Once you have read the data below, write it all out exactly.

━━━━

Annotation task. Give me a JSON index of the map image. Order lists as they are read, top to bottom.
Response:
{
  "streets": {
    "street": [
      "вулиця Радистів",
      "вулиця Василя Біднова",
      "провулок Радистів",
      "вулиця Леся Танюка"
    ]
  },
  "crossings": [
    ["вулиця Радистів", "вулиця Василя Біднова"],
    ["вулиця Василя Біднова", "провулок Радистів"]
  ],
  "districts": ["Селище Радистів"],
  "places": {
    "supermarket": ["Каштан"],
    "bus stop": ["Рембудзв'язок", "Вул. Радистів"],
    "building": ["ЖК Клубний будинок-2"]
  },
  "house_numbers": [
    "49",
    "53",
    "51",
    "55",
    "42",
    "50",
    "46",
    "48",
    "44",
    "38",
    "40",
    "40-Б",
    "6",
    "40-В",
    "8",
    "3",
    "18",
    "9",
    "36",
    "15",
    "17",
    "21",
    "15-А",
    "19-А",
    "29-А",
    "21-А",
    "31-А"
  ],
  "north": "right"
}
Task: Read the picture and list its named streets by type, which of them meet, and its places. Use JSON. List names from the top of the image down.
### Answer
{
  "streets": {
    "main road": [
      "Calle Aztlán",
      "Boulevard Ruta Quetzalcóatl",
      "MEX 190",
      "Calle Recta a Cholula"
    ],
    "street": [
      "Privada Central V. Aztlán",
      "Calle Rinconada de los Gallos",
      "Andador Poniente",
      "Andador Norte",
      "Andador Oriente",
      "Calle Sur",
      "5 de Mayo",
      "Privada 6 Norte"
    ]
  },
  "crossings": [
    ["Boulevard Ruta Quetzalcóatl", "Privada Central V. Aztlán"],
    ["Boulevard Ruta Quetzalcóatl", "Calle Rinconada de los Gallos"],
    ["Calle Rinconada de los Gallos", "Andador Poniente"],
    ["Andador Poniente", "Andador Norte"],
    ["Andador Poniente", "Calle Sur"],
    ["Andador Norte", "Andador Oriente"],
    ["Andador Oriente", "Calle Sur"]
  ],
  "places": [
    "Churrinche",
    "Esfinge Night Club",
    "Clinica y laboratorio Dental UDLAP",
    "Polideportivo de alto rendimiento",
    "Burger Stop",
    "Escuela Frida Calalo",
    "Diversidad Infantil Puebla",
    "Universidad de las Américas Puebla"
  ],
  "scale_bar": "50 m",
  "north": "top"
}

━━━━

▶ _Result of the task_
Annotation task. Give me a JSON index of the map image. Order lists as they are read, top to bottom.
Response:
{
  "streets": {
    "street": [
      "вулиця Радистів",
      "вулиця Василя Біднова",
      "провулок Радистів",
      "вулиця Леся Танюка"
    ]
  },
  "crossings": [
    ["вулиця Радистів", "вулиця Василя Біднова"],
    ["вулиця Василя Біднова", "провулок Радистів"]
  ],
  "districts": ["Селище Радистів"],
  "places": {
    "supermarket": ["Каштан"],
    "bus stop": ["Рембудзв'язок", "Вул. Радистів"],
    "building": ["ЖК Клубний будинок-2"]
  },
  "house_numbers": [
    "49",
    "53",
    "51",
    "55",
    "42",
    "50",
    "46",
    "48",
    "44",
    "38",
    "40",
    "40-Б",
    "6",
    "40-В",
    "8",
    "3",
    "18",
    "9",
    "36",
    "15",
    "17",
    "21",
    "15-А",
    "19-А",
    "29-А",
    "21-А",
    "31-А"
  ],
  "north": "right"
}
Task: Read the picture and list its named streets by type, which of them meet, and its places. Use JSON. List names from the top of the image down.
### Answer
{
  "streets": {
    "main road": [
      "Calle Aztlán",
      "Boulevard Ruta Quetzalcóatl",
      "MEX 190",
      "Calle Recta a Cholula"
    ],
    "street": [
      "Privada Central V. Aztlán",
      "Calle Rinconada de los Gallos",
      "Andador Poniente",
      "Andador Norte",
      "Andador Oriente",
      "Calle Sur",
      "5 de Mayo",
      "Privada 6 Norte"
    ]
  },
  "crossings": [
    ["Boulevard Ruta Quetzalcóatl", "Privada Central V. Aztlán"],
    ["Boulevard Ruta Quetzalcóatl", "Calle Rinconada de los Gallos"],
    ["Calle Rinconada de los Gallos", "Andador Poniente"],
    ["Andador Poniente", "Andador Norte"],
    ["Andador Poniente", "Calle Sur"],
    ["Andador Norte", "Andador Oriente"],
    ["Andador Oriente", "Calle Sur"]
  ],
  "places": [
    "Churrinche",
    "Esfinge Night Club",
    "Clinica y laboratorio Dental UDLAP",
    "Polideportivo de alto rendimiento",
    "Burger Stop",
    "Escuela Frida Calalo",
    "Diversidad Infantil Puebla",
    "Universidad de las Américas Puebla"
  ],
  "scale_bar": "50 m",
  "north": "top"
}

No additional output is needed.